Söz konusu etki, bir reklam öğesinin görüldüğünü veya bir ikna girişimine özel bir argümana tabi olduğunu gözlemlediğimizde, kendimizin üzerindeki etkinin düşük veya varolmayan olduğunu düşünürken, Üçüncü tarafların bundan etkileneceğini çok daha fazla düşünüyoruz ve inançlarınızı değiştirin. Söz konusu etki, 1983 yılında, insanların reklamlarda ikna gücüyle ilgili inançlarının gözlemlenmesinde Davidson tarafından formüle edilmiştir.

"Üçüncü şahıs" mezhebi, genellikle sadece iknadan etkilenmeyeceğimizi değil, aynı zamanda bize yakın olanları (arkadaş, çift, aile veya genel olarak birleşik hissettiğimiz kişiler) düşünmemizden yola çıkarak başlar. Bu evet, bizim için bilinmeyen ya da bağlantı kuramadığımız kişiler olacaktır. Başka bir deyişle: “Ben” dediğimiz konu veya “siz” olarak düşündüğümüz konuya kolayca ikna edileceğimize inanıyoruz, ama biz onları daha duyarlı olarak kabul edersek, genellikle onu belirli bir yanlışlık ile çağırırız.


  • İlginizi çekebilir: "Psikolojide" Benlik "nedir?"

Bu inançlar nelerdir?

Üçüncü kişi etkisi, çoğu insanda düzenli olarak ortaya çıkan ve hiç de patolojik olmayan bir etkidir. Fakat bir kez tanımlandığında, bu tür inançların nedenini sormak gerekir. Ve bir taraftan, bu etki Kişinin ikna girişimine direnme yeteneğinin aşırı değerlendiğini varsayar öte yandan diğerlerinin ikna girişimlerine karşı direncini küçümsediğini varsayar.

Bu anlamda, onu yapan aynı yazar (Davidson), üçüncü şahıs etkisinin nedeninin çoğulcu cehalette olduğunu, yani başkalarının düşüncesinde olduğunu düşünmüştür. durumu aynı seviyede bir şekilde analiz edemeyecekler. ya beceri eksikliği ya da aynı bilgi eksikliği nedeniyle. Bu, dış ikna girişimlerinin kendileri üzerinde olduğundan daha fazla izlenim yaratmasına neden olacaktır.

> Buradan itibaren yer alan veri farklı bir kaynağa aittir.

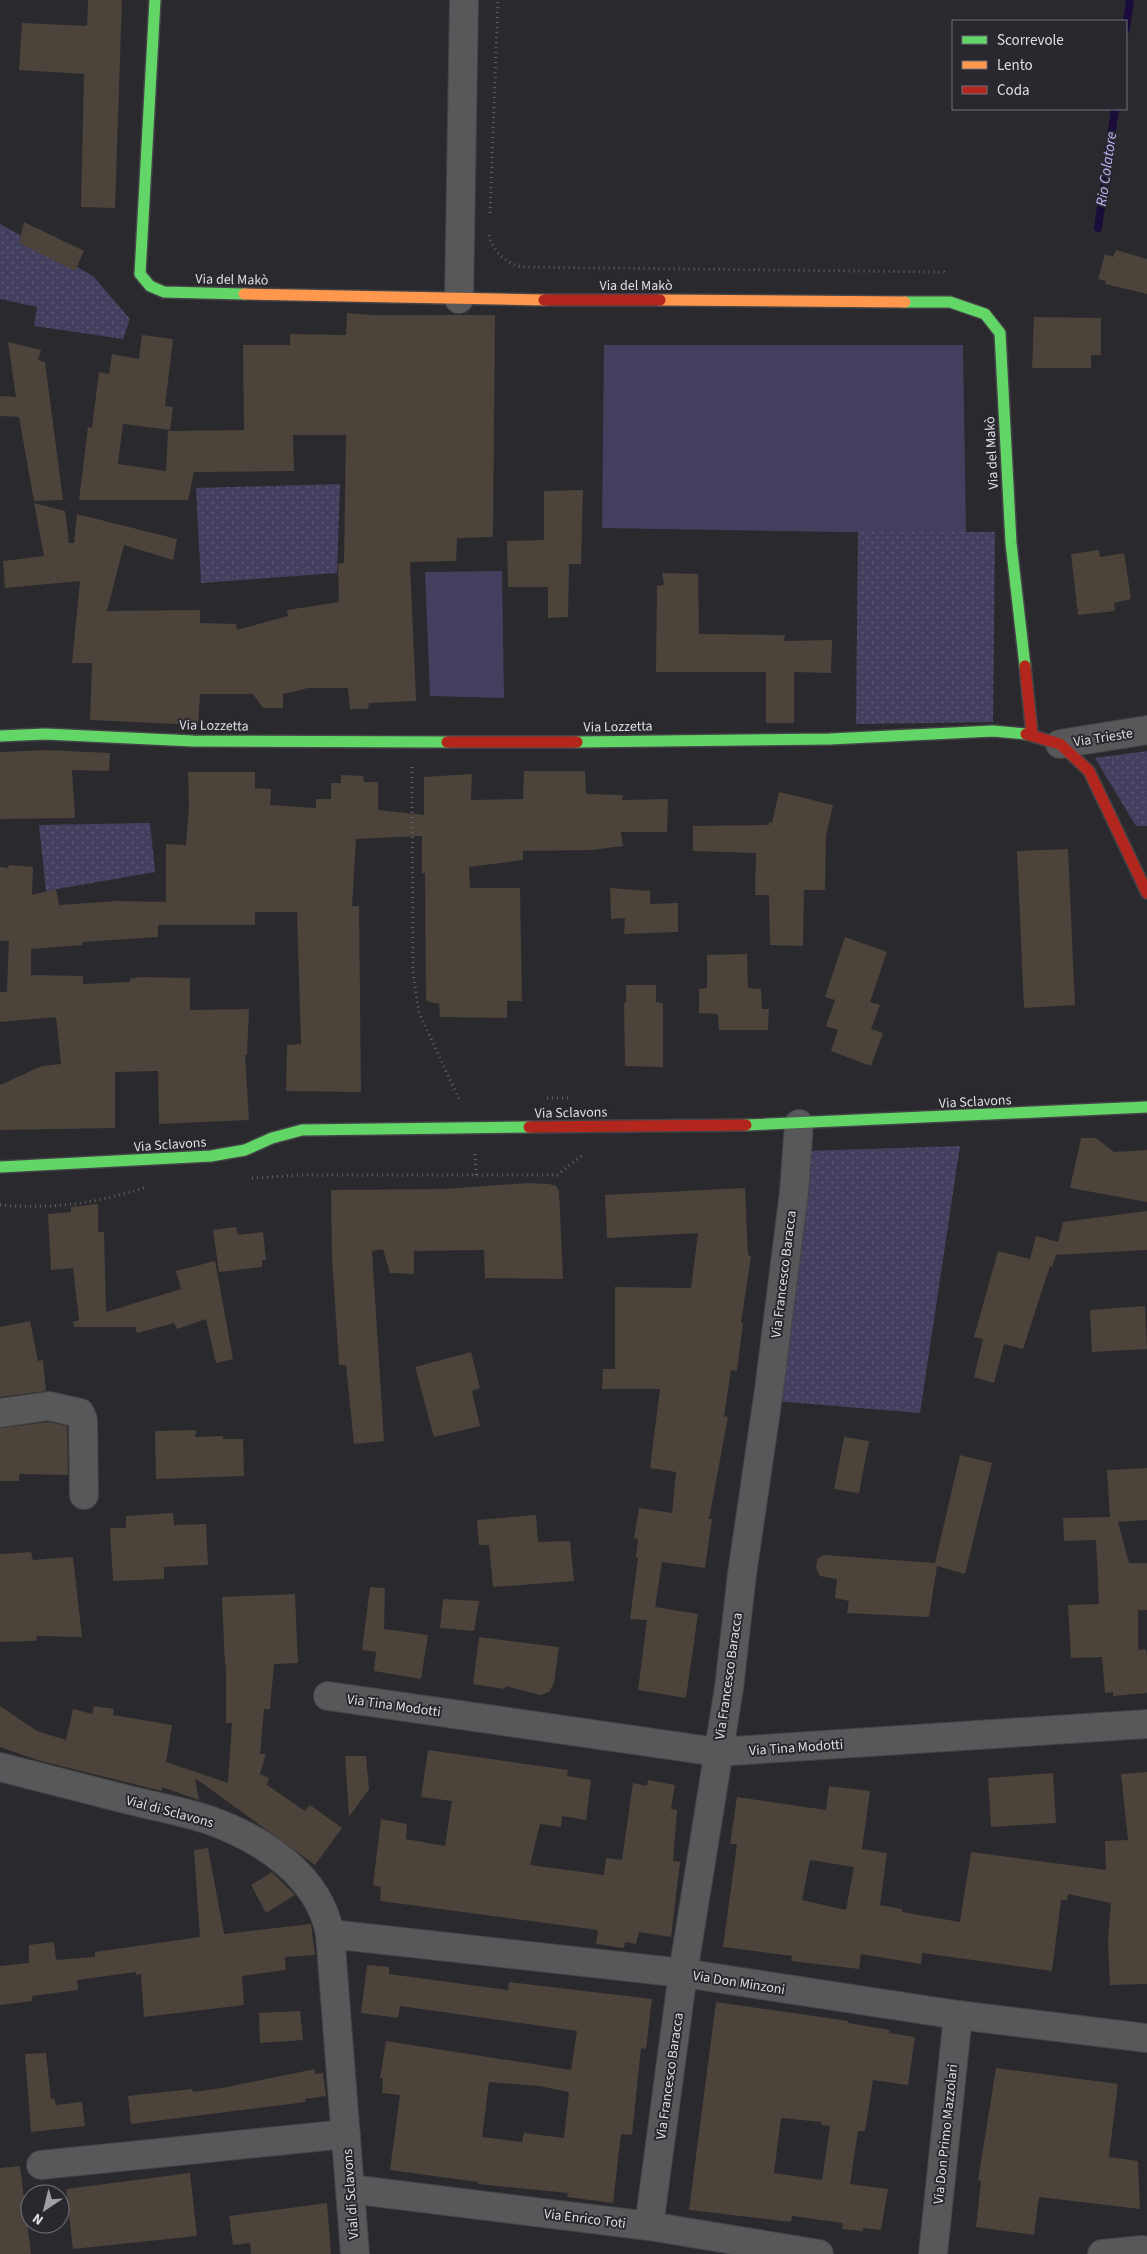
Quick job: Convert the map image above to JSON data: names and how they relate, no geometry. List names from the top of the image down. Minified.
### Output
{"streets":{"street":["Via del Makò","Via Lozzetta","Via Trieste","Via Sclavons","Via Francesco Baracca","Via Tina Modotti","Vial di Sclavons","Via Don Minzoni","Via Don Primo Mazzolari","Via Enrico Toti"]},"crossings":[["Via del Makò","Via Lozzetta"],["Via Lozzetta","Via Trieste"],["Via Sclavons","Via Francesco Baracca"],["Via Francesco Baracca","Via Tina Modotti"],["Via Francesco Baracca","Via Don Minzoni"],["Via Francesco Baracca","Via Enrico Toti"],["Vial di Sclavons","Via Don Minzoni"],["Vial di Sclavons","Via Enrico Toti"],["Via Don Minzoni","Via Don Primo Mazzolari"]],"water":["Rio Colatore"],"legend":["Scorrevole","Lento","Coda"],"north":"bottom left"}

Daha fazla psikodinamik de dahil olmak üzere diğer yazarlar, bu etkinin bireyleşmenin ürünü ve benlik kavramının savunması olduğunu gösterir: kendimizi, kendi öz-konseptimizi korumaya yönelik bir mekanizma olarak geri kalanından daha az savunmasız olduğuna inanırız, öyle ki, yeteneklerimizi bilinçsizce hafife alırız Direnç

Etkili faktörler

Üçüncü şahıs etkisinin olduğuna dikkat edilmelidir. Herhangi bir ikna girişiminden önce aynı şekilde ve aynı yoğunlukta görünmez. Bir mesajın davranışsal bir değişim yaratma kabiliyeti ile ilgili sahip olduğumuz düşünceyi etkileyen birkaç faktör vardır.

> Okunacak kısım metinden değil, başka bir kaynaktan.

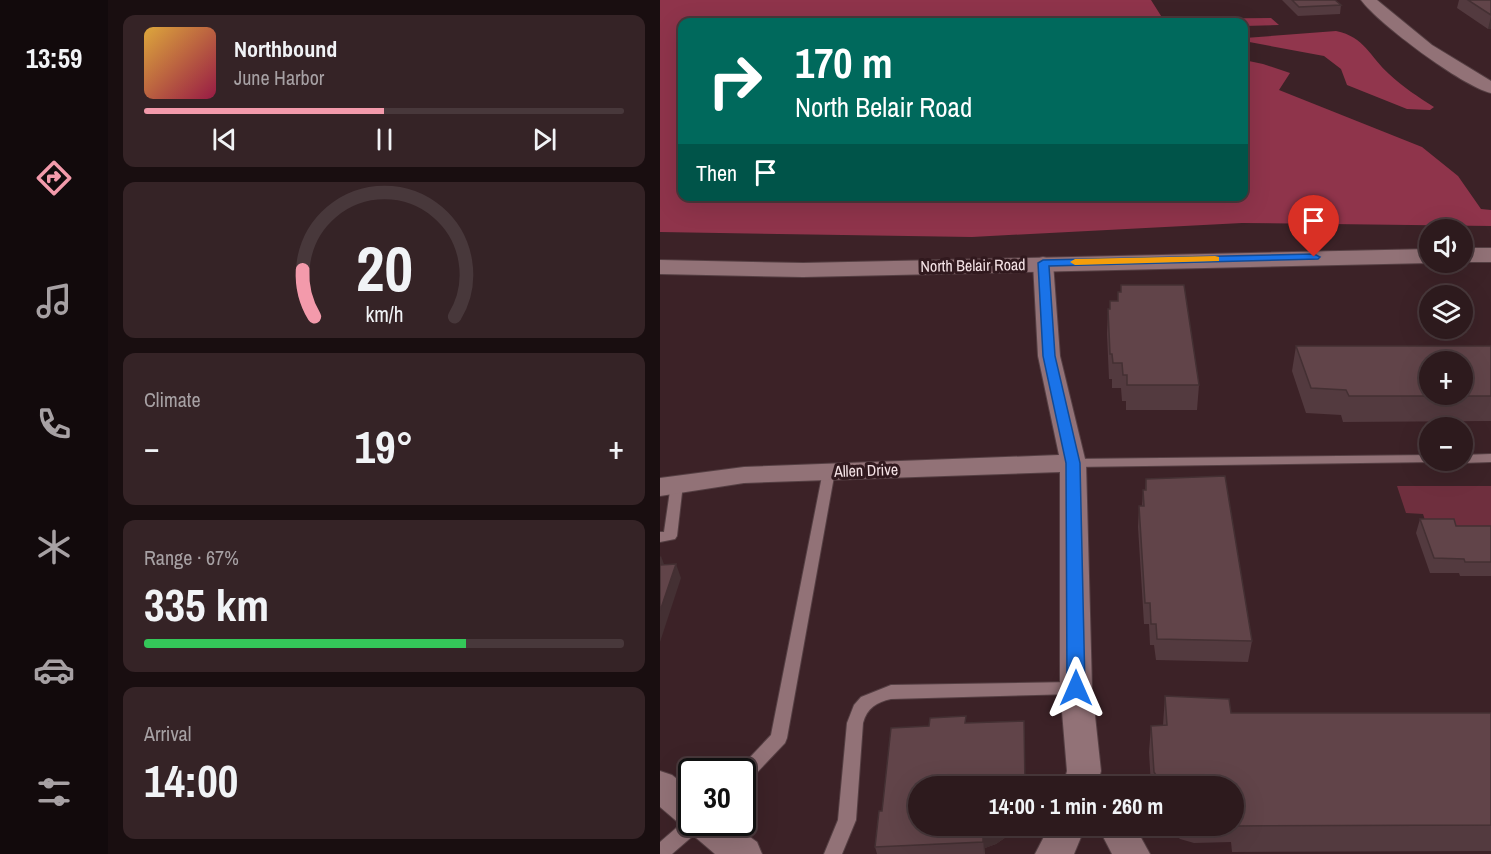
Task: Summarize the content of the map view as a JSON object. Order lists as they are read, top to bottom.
{
  "streets": {
    "street": ["North Belair Road", "Allen Drive"]
  },
  "page": {
    "tabs": "13:59",
    "turn": ["170 m", "North Belair Road"],
    "song": ["Northbound", "June Harbor"],
    "then": "Then",
    "map_buttons": ["+", "−"],
    "tile": [
      "Climate",
      ["Range · 67%", "335 km"],
      ["Arrival", "14:00"]
    ],
    "heat": ["−", "19°", "+"],
    "limit": "30",
    "trip": "14:00 · 1 min · 260 m",
    "gauge": ["20", "km/h"]
  }
}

Etkileyen başlıca faktörlerden biri, tutarlılık, genellik ve soyutlama gibi yönlerini etkileyen mesajdır. Genel bir şekilde ve az özgüllük ve biraz soyut bir tema ile formüle edilen belirsiz bir mesaj, üçüncü bir kişi etkisi yaratma eğilimindedir. İlginçtir ki, eğer mesaj çok daha yapısal ve spesifik ise, düşünce tersine çevrilir, üçüncü şahıs etkisi ilk kişi etkisine görünmeye son verir: Biz üçüncü şahısların mesajın bizden olduğu kadar derinden etkilenmeyeceğini veya hareket etmeyeceğini düşünüyoruz.

Öte yandan, mesajın göndereni ve onunla olan ilişkimiz ya da ilişkimiz, bizi ve diğerlerini ikna etme yeteneğiyle ilgili farklılaşmış inanç üzerinde büyük bir etkiye sahip olabilecek bir unsurdur. Genel olarak, üçüncü şahıs etkisinin daha fazla yoğunluğunu yayan kurum ya da kurumun sahip olduğu daha kötü bir düşüncedir.

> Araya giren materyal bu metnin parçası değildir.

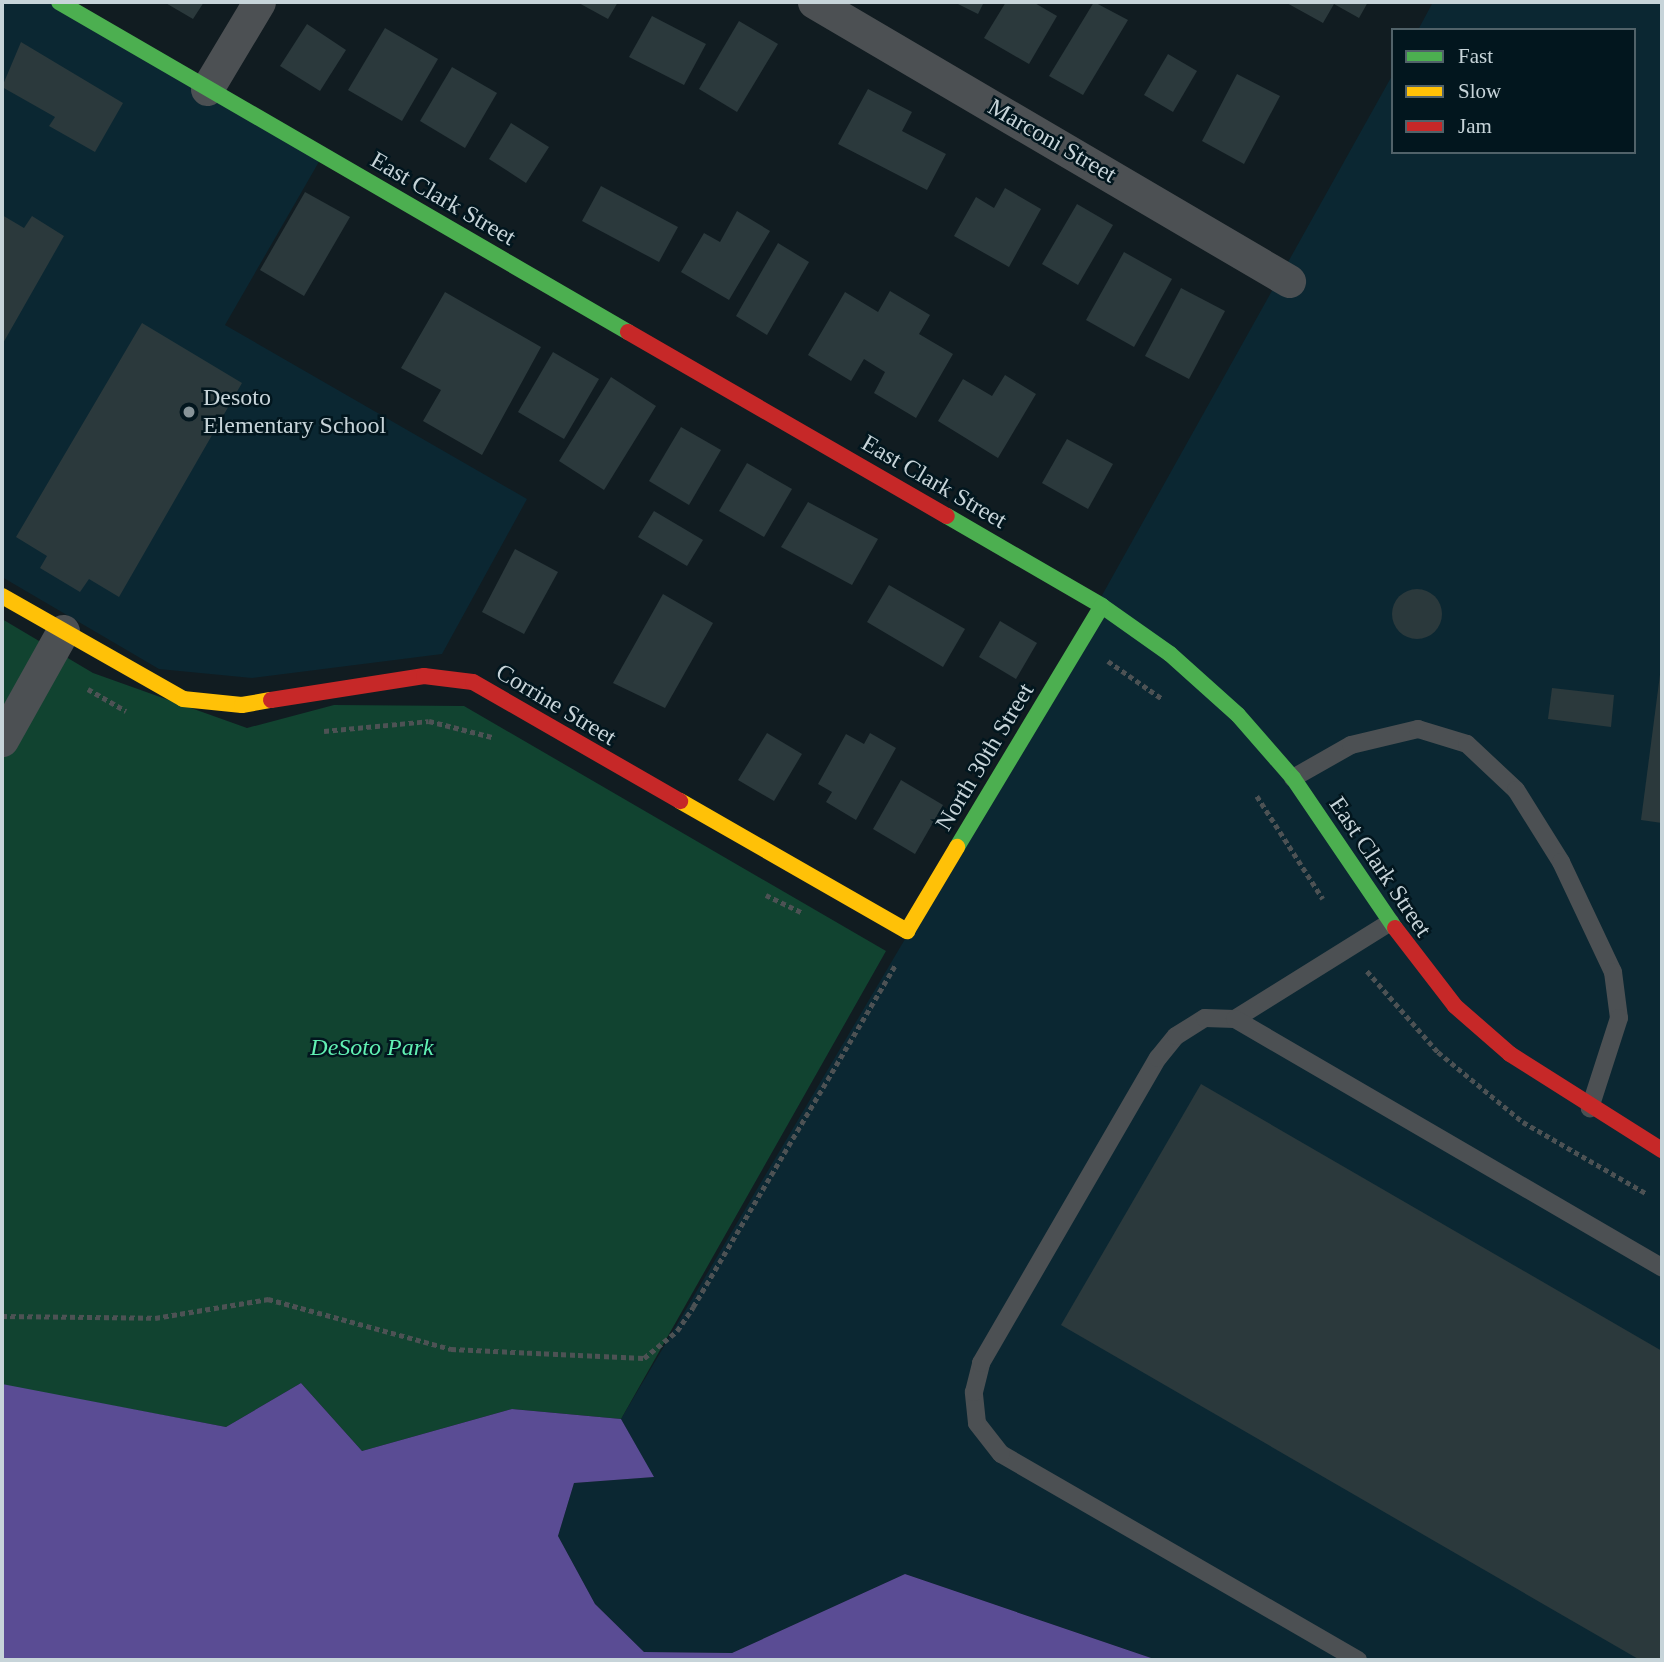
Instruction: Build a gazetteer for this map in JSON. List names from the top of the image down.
{
  "streets": {
    "street": [
      "Marconi Street",
      "East Clark Street",
      "Corrine Street",
      "North 30th Street"
    ]
  },
  "crossings": [
    ["East Clark Street", "North 30th Street"],
    ["Corrine Street", "North 30th Street"]
  ],
  "parks": ["DeSoto Park"],
  "places": ["Desoto Elementary School"],
  "legend": ["Fast", "Slow", "Jam"]
}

Örneğin Birinden nefret edersek, mesajlarının bize hiçbir etkisi olmayacağını düşüneceğiz. ya da çevremiz, üçüncü tarafların ihraççıya ilişkin aynı bilgileri eksik bırakarak daha kolay ikna edilebileceğini ya da aldatabileceğini kabul etmekteyiz.

Son olarak, göz önünde bulundurulması gereken bir diğer unsur da, duygusal alan ve konunun kendisinin ilgisine göre konunun kendisidir. Daha büyük bir duygusal katılım ya da motivasyon ya da ilginin varlığı, üçüncü şahıs etkisinin, daha önce bahsedilen birinci şahıs etkisinin ortaya çıkma ihtimalinin daha az olduğu ya da olmayacağı varsayımına eğilimlidir.

Bibliyografik referanslar

  • Davison, W.P. (1983). İletişimde üçüncü şahıs etkisi. Kamuoyu Üç Aylık, vol. 47: 1-15.
  • Paul, B. Salwen, M.B. & Dupagne, M. (2000). Üçüncü Kişi Etkisi: Algısal Hipotezin Bir Meta Analizi. Kitle İletişim ve Toplum; 3 (1): 57-85.
  • Falces, C: Bautista, R ve Sierra, B. (2011). Üçüncü kişi etkisi: argümanların niteliğinin ve tahminin türünün rolü. Sosyal Psikoloji Dergisi, 26 (1): 133-139.

Mandela Etkisiyle Haritaların Ne İlgisi Var? (Mart 2024).